Saved data entries:
· · ·

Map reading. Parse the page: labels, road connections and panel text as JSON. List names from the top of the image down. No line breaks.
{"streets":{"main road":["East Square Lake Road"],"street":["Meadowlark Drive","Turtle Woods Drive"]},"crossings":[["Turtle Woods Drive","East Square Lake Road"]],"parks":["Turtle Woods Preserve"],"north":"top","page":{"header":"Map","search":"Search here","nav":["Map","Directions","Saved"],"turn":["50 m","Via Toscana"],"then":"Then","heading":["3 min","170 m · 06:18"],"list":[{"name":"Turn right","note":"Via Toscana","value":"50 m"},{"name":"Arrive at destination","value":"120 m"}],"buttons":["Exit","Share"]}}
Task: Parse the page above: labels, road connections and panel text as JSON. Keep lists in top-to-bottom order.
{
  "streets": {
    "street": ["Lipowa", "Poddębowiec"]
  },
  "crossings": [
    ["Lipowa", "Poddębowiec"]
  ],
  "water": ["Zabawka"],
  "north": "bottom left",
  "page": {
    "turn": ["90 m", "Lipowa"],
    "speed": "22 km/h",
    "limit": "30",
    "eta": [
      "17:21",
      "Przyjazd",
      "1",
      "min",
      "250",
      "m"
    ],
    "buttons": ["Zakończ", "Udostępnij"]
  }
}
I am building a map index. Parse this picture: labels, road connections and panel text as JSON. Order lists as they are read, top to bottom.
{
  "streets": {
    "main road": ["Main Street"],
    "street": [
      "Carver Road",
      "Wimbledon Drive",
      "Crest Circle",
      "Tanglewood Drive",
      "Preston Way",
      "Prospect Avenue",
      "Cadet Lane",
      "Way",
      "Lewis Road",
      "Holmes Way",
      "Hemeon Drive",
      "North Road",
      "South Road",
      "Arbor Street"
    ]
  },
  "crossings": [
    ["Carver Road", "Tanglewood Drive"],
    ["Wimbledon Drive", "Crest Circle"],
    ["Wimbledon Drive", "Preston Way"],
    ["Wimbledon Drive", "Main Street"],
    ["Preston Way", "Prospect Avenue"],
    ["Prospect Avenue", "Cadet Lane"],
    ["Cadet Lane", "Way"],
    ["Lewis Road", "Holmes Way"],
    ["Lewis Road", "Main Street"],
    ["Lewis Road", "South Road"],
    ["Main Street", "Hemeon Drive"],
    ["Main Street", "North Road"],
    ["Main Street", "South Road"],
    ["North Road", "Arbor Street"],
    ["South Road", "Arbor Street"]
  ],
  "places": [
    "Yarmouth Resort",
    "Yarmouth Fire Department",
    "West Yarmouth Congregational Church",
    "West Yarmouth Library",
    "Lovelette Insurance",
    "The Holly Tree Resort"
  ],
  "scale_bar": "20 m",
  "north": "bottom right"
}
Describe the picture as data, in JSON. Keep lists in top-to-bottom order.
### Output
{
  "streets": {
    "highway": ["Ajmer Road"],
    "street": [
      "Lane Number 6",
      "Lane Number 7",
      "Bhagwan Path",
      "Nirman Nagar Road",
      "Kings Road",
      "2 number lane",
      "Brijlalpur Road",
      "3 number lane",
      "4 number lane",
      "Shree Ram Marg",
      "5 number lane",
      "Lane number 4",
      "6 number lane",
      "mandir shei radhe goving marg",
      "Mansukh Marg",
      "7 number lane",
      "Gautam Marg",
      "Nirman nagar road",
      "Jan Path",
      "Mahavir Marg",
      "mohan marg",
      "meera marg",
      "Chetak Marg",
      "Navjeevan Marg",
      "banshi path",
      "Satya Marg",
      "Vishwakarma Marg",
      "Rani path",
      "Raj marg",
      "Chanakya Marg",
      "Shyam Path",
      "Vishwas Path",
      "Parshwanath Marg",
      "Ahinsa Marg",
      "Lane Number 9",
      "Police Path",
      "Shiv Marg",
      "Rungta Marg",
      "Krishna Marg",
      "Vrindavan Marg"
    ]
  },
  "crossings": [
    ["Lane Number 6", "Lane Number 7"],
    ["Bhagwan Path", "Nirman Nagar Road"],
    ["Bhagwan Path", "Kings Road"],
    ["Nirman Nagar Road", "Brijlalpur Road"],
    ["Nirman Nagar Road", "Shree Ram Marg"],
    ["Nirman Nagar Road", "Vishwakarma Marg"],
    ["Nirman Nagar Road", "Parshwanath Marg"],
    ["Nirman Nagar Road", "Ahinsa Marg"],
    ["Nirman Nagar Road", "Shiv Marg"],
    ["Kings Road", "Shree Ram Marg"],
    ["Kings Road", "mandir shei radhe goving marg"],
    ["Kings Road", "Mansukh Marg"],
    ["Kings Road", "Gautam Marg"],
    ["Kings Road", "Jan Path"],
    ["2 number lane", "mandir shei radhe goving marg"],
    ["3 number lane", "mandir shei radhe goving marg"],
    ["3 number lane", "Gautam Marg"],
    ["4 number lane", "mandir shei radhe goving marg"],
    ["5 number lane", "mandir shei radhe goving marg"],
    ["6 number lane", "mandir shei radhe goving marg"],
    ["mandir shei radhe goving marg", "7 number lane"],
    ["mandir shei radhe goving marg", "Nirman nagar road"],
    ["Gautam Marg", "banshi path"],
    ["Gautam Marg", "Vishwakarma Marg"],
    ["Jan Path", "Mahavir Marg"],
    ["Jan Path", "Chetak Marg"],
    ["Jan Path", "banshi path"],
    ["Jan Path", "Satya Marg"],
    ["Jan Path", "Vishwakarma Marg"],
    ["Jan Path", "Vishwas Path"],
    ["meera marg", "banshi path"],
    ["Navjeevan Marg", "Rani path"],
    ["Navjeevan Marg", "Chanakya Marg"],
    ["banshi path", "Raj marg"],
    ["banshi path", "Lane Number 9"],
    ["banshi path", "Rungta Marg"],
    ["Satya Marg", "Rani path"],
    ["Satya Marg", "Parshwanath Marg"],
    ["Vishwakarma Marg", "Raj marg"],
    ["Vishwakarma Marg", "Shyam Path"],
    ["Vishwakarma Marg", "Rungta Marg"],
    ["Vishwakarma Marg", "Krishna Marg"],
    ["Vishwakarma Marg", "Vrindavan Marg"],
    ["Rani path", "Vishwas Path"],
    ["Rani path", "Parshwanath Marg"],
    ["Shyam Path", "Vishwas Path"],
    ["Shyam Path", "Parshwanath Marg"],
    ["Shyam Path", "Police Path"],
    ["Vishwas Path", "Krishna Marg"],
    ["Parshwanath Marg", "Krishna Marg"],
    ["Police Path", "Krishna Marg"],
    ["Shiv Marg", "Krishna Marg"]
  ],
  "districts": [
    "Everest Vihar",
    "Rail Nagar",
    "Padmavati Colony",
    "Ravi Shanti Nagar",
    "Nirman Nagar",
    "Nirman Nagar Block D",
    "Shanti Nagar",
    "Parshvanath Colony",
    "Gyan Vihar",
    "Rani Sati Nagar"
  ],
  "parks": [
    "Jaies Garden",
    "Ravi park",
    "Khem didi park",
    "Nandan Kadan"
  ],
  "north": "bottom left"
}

· · ·

▶ [ACTIVITY]: Take the entries above and return all of them exactly.

▶ [OUTPUT OF THE EXERCISE]:
Map reading. Parse the page: labels, road connections and panel text as JSON. List names from the top of the image down. No line breaks.
{"streets":{"main road":["East Square Lake Road"],"street":["Meadowlark Drive","Turtle Woods Drive"]},"crossings":[["Turtle Woods Drive","East Square Lake Road"]],"parks":["Turtle Woods Preserve"],"north":"top","page":{"header":"Map","search":"Search here","nav":["Map","Directions","Saved"],"turn":["50 m","Via Toscana"],"then":"Then","heading":["3 min","170 m · 06:18"],"list":[{"name":"Turn right","note":"Via Toscana","value":"50 m"},{"name":"Arrive at destination","value":"120 m"}],"buttons":["Exit","Share"]}}
Task: Parse the page above: labels, road connections and panel text as JSON. Keep lists in top-to-bottom order.
{
  "streets": {
    "street": ["Lipowa", "Poddębowiec"]
  },
  "crossings": [
    ["Lipowa", "Poddębowiec"]
  ],
  "water": ["Zabawka"],
  "north": "bottom left",
  "page": {
    "turn": ["90 m", "Lipowa"],
    "speed": "22 km/h",
    "limit": "30",
    "eta": [
      "17:21",
      "Przyjazd",
      "1",
      "min",
      "250",
      "m"
    ],
    "buttons": ["Zakończ", "Udostępnij"]
  }
}
I am building a map index. Parse this picture: labels, road connections and panel text as JSON. Order lists as they are read, top to bottom.
{
  "streets": {
    "main road": ["Main Street"],
    "street": [
      "Carver Road",
      "Wimbledon Drive",
      "Crest Circle",
      "Tanglewood Drive",
      "Preston Way",
      "Prospect Avenue",
      "Cadet Lane",
      "Way",
      "Lewis Road",
      "Holmes Way",
      "Hemeon Drive",
      "North Road",
      "South Road",
      "Arbor Street"
    ]
  },
  "crossings": [
    ["Carver Road", "Tanglewood Drive"],
    ["Wimbledon Drive", "Crest Circle"],
    ["Wimbledon Drive", "Preston Way"],
    ["Wimbledon Drive", "Main Street"],
    ["Preston Way", "Prospect Avenue"],
    ["Prospect Avenue", "Cadet Lane"],
    ["Cadet Lane", "Way"],
    ["Lewis Road", "Holmes Way"],
    ["Lewis Road", "Main Street"],
    ["Lewis Road", "South Road"],
    ["Main Street", "Hemeon Drive"],
    ["Main Street", "North Road"],
    ["Main Street", "South Road"],
    ["North Road", "Arbor Street"],
    ["South Road", "Arbor Street"]
  ],
  "places": [
    "Yarmouth Resort",
    "Yarmouth Fire Department",
    "West Yarmouth Congregational Church",
    "West Yarmouth Library",
    "Lovelette Insurance",
    "The Holly Tree Resort"
  ],
  "scale_bar": "20 m",
  "north": "bottom right"
}
Describe the picture as data, in JSON. Keep lists in top-to-bottom order.
### Output
{
  "streets": {
    "highway": ["Ajmer Road"],
    "street": [
      "Lane Number 6",
      "Lane Number 7",
      "Bhagwan Path",
      "Nirman Nagar Road",
      "Kings Road",
      "2 number lane",
      "Brijlalpur Road",
      "3 number lane",
      "4 number lane",
      "Shree Ram Marg",
      "5 number lane",
      "Lane number 4",
      "6 number lane",
      "mandir shei radhe goving marg",
      "Mansukh Marg",
      "7 number lane",
      "Gautam Marg",
      "Nirman nagar road",
      "Jan Path",
      "Mahavir Marg",
      "mohan marg",
      "meera marg",
      "Chetak Marg",
      "Navjeevan Marg",
      "banshi path",
      "Satya Marg",
      "Vishwakarma Marg",
      "Rani path",
      "Raj marg",
      "Chanakya Marg",
      "Shyam Path",
      "Vishwas Path",
      "Parshwanath Marg",
      "Ahinsa Marg",
      "Lane Number 9",
      "Police Path",
      "Shiv Marg",
      "Rungta Marg",
      "Krishna Marg",
      "Vrindavan Marg"
    ]
  },
  "crossings": [
    ["Lane Number 6", "Lane Number 7"],
    ["Bhagwan Path", "Nirman Nagar Road"],
    ["Bhagwan Path", "Kings Road"],
    ["Nirman Nagar Road", "Brijlalpur Road"],
    ["Nirman Nagar Road", "Shree Ram Marg"],
    ["Nirman Nagar Road", "Vishwakarma Marg"],
    ["Nirman Nagar Road", "Parshwanath Marg"],
    ["Nirman Nagar Road", "Ahinsa Marg"],
    ["Nirman Nagar Road", "Shiv Marg"],
    ["Kings Road", "Shree Ram Marg"],
    ["Kings Road", "mandir shei radhe goving marg"],
    ["Kings Road", "Mansukh Marg"],
    ["Kings Road", "Gautam Marg"],
    ["Kings Road", "Jan Path"],
    ["2 number lane", "mandir shei radhe goving marg"],
    ["3 number lane", "mandir shei radhe goving marg"],
    ["3 number lane", "Gautam Marg"],
    ["4 number lane", "mandir shei radhe goving marg"],
    ["5 number lane", "mandir shei radhe goving marg"],
    ["6 number lane", "mandir shei radhe goving marg"],
    ["mandir shei radhe goving marg", "7 number lane"],
    ["mandir shei radhe goving marg", "Nirman nagar road"],
    ["Gautam Marg", "banshi path"],
    ["Gautam Marg", "Vishwakarma Marg"],
    ["Jan Path", "Mahavir Marg"],
    ["Jan Path", "Chetak Marg"],
    ["Jan Path", "banshi path"],
    ["Jan Path", "Satya Marg"],
    ["Jan Path", "Vishwakarma Marg"],
    ["Jan Path", "Vishwas Path"],
    ["meera marg", "banshi path"],
    ["Navjeevan Marg", "Rani path"],
    ["Navjeevan Marg", "Chanakya Marg"],
    ["banshi path", "Raj marg"],
    ["banshi path", "Lane Number 9"],
    ["banshi path", "Rungta Marg"],
    ["Satya Marg", "Rani path"],
    ["Satya Marg", "Parshwanath Marg"],
    ["Vishwakarma Marg", "Raj marg"],
    ["Vishwakarma Marg", "Shyam Path"],
    ["Vishwakarma Marg", "Rungta Marg"],
    ["Vishwakarma Marg", "Krishna Marg"],
    ["Vishwakarma Marg", "Vrindavan Marg"],
    ["Rani path", "Vishwas Path"],
    ["Rani path", "Parshwanath Marg"],
    ["Shyam Path", "Vishwas Path"],
    ["Shyam Path", "Parshwanath Marg"],
    ["Shyam Path", "Police Path"],
    ["Vishwas Path", "Krishna Marg"],
    ["Parshwanath Marg", "Krishna Marg"],
    ["Police Path", "Krishna Marg"],
    ["Shiv Marg", "Krishna Marg"]
  ],
  "districts": [
    "Everest Vihar",
    "Rail Nagar",
    "Padmavati Colony",
    "Ravi Shanti Nagar",
    "Nirman Nagar",
    "Nirman Nagar Block D",
    "Shanti Nagar",
    "Parshvanath Colony",
    "Gyan Vihar",
    "Rani Sati Nagar"
  ],
  "parks": [
    "Jaies Garden",
    "Ravi park",
    "Khem didi park",
    "Nandan Kadan"
  ],
  "north": "bottom left"
}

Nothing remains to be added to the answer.